Oh, it’s been a cruel, cruel summer. I started this blog out with such a fervor. I was in a frenzy. I was frackin’ dedicated. I’m still dedicated, but I’ve got the wahs and the blahs. If this long, hot, cruel, summer doesn’t end soon, I fear I’ll have nothing left to write about, but paper bags. Don’t think I won’t do it? I will. Heck, I could talk about the plastic bag right now… Did you know the sanitation departments of America often refer to plastic bags as, “Satan’s resin” because they never feckin’ break down? Did you know that Los Angeles has nearly outlawed the plastic bag? I have a joke for that and it goes:
Los Angeles has outlawed the plastic bag. You have no idea how funny it is to watch Tom Cruise pick up dog poop with a bev nap and a pair of salad tongs.
But, you see, I threatened to talk about PAPER bags and now I’m talking about plastic ones. I am always, always getting off track lately, it seems.

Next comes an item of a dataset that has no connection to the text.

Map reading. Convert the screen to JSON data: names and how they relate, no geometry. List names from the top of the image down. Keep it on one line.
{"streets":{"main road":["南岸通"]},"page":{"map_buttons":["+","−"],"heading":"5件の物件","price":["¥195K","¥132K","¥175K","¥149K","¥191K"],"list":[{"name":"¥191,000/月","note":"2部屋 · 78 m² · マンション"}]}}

I suppose certain questions make it into the Americana dictionary like the sentence, “Pepsi or Coke?” “Paper or Plastic?” “Paltry or Sweet?” Maybe that last one doesn’t make sense to you, but I promise it will in a moment. As I toil through the summer doldrums, I’ve been looking around the tumbleweed-filled blogosphere that is WordPress on break from school. I’ve been looking around for inspiration. Even though there are a lot less eyes on said blogs, there is a lot of creativity happening. One place to find it is within the blog-o-cubbie of this week’s Reggie:
PALTRY MEANDERINGS
Paltry says margs make her craptastic. Though this picture was taken a while ago and she is currently both alcohol-free AND vegan now, which is making me think EVERYTHING must make her craptastic these days. I mean, I had kale last night and no. That’s all I can say is, “No!”

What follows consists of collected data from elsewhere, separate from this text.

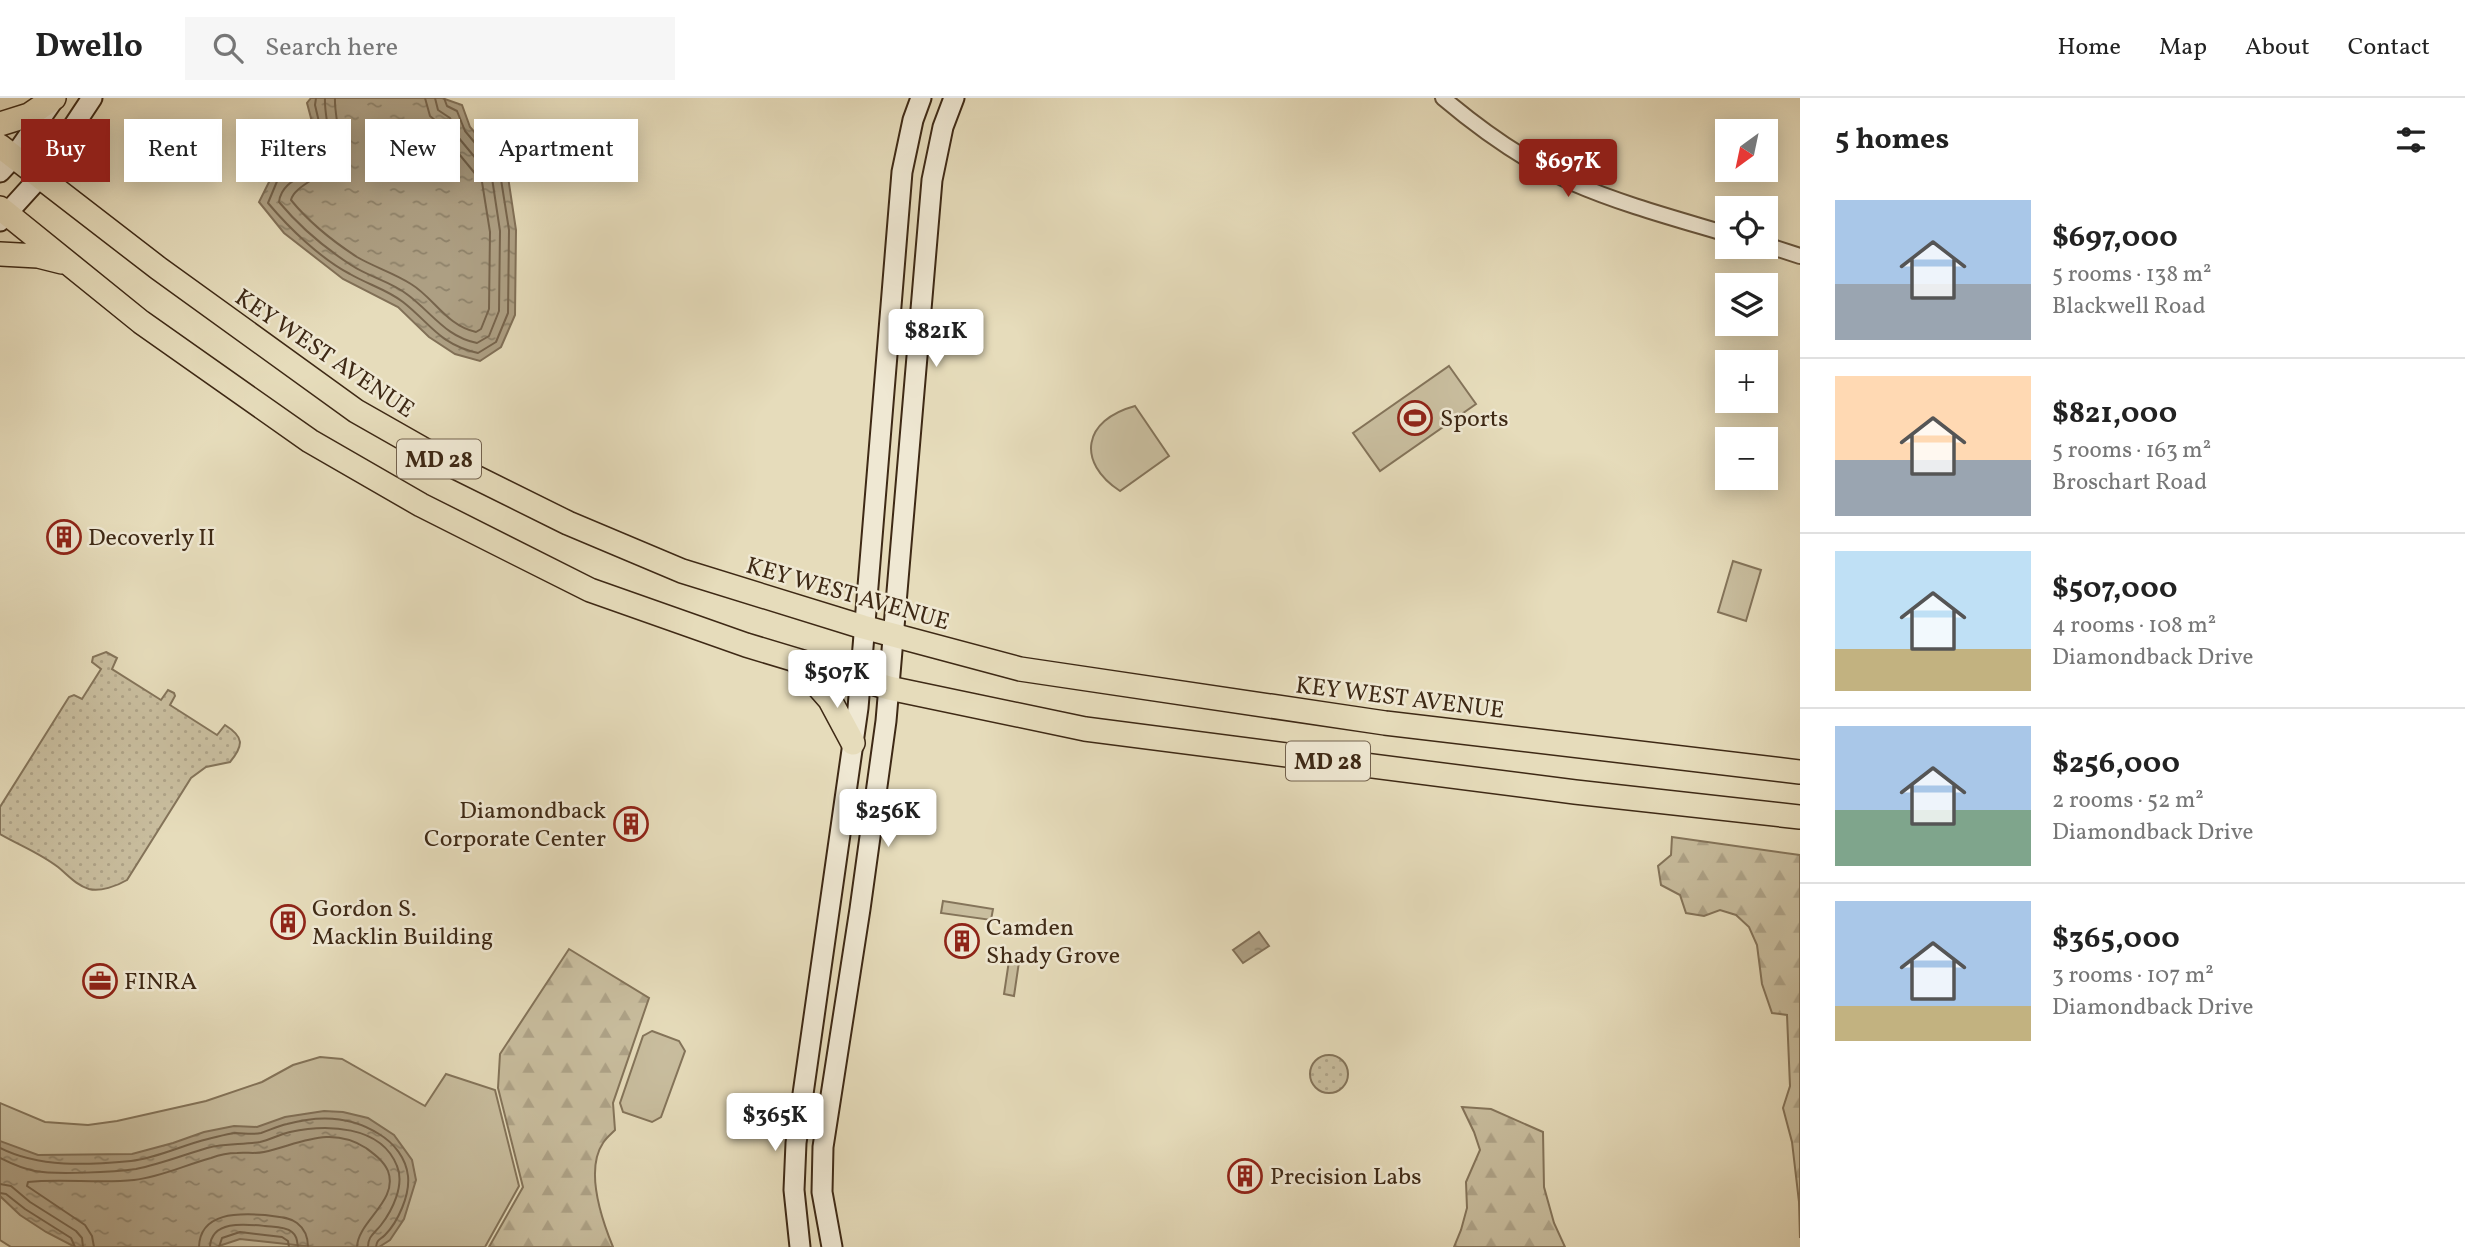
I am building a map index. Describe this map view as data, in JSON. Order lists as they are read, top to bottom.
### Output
{
  "streets": {
    "main road": ["KEY WEST AVENUE", "MD 28"]
  },
  "places": {
    "sports": ["Sports"],
    "building": [
      "Decoverly II",
      "Diamondback Corporate Center",
      "Gordon S. Macklin Building",
      "Camden Shady Grove",
      "Precision Labs"
    ],
    "office": ["FINRA"]
  },
  "north": "bottom left",
  "page": {
    "header": "Dwello",
    "search": "Search here",
    "nav": [
      "Home",
      "Map",
      "About",
      "Contact"
    ],
    "heading": "5 homes",
    "map_buttons": ["+", "−"],
    "chip": [
      "Buy",
      "Rent",
      "Filters",
      "New",
      "Apartment"
    ],
    "price": [
      "$697K",
      "$821K",
      "$507K",
      "$256K",
      "$365K"
    ],
    "list": [
      {
        "name": "$697,000",
        "note": "5 rooms · 138 m² · Blackwell Road"
      },
      {
        "name": "$821,000",
        "note": "5 rooms · 163 m² · Broschart Road"
      },
      {
        "name": "$507,000",
        "note": "4 rooms · 108 m² · Diamondback Drive"
      },
      {
        "name": "$256,000",
        "note": "2 rooms · 52 m² · Diamondback Drive"
      },
      {
        "name": "$365,000",
        "note": "3 rooms · 107 m² · Diamondback Drive"
      }
    ]
  }
}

I took a short reader’s jaunt through Paltry / Cristy’s blog… (and keep in mind there’s nothing “paltry” about Cristy, I’m simply using her real name for people in the know. Or not so in the know, but who now know because I’ve told them. Oh, you get it.) Well, her blog made me want to forgo my own blog and just read hers by a beach somewhere all summer. You know, I want to crack her blog at the spine and get on a floaty with it as my margarita melts in the cup holder. Oh, yes, I do. I truly do. Suffice it to say, everything she writes is good. It’s all interesting, and funny, and meaty, just the way I happen to like my writing. There’s her most recent piece on the Huffington Post’s limbo dance under a very low bar, there’s her wonderful soliloquy on the right of a dining customer to one’s own table salt, there’s a mini-piece where she goes toe to toe with a child resulting in the term, “baby rhyme,” and then there’s the Alan Alda debacle. Oh, how I wish I had been there for the Alan Alda-scapade. I would have died laughing.

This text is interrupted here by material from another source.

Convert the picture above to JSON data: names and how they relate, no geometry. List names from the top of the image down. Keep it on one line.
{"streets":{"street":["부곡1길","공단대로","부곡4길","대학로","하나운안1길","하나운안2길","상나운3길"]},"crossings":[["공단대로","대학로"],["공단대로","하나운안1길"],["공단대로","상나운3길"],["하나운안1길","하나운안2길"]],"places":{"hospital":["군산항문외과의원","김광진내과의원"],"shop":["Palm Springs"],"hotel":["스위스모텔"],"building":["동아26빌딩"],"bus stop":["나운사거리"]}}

If you know what’s good for you, you’ll follow PALTRY MEANDERINGS OF A TALLER THAN AVERAGE WOMAN no matter what height you are. If you’re a writer, you can’t afford not to.
I also happen to love good dialogue written by a good writer. You will find a lot that at meanderings and the beauty is that it’s always laser focused. I just can not say enough good things. I heard about Cristy through another writer and when you start hearing about another blog via word of mouth, chances are it’s because they’re very good.
I’m not the only one who thinks so. Cristy’s PALTRY is so good that it was “Freshly Pressed” right after her very first post. Let me repeat that. HER BLOG WAS FRESHLY PRESSED THE VERY FIRST TIME SHE EVER PRESSED THE PUBLISH BUTTON.
I don’t even know how that’s possible. But, I do know that in the lonely world of blogging, it’s nice to know there are other strong, writer, professionals out there. It’s comforting, to say the least. So, follow her and you can thank me later.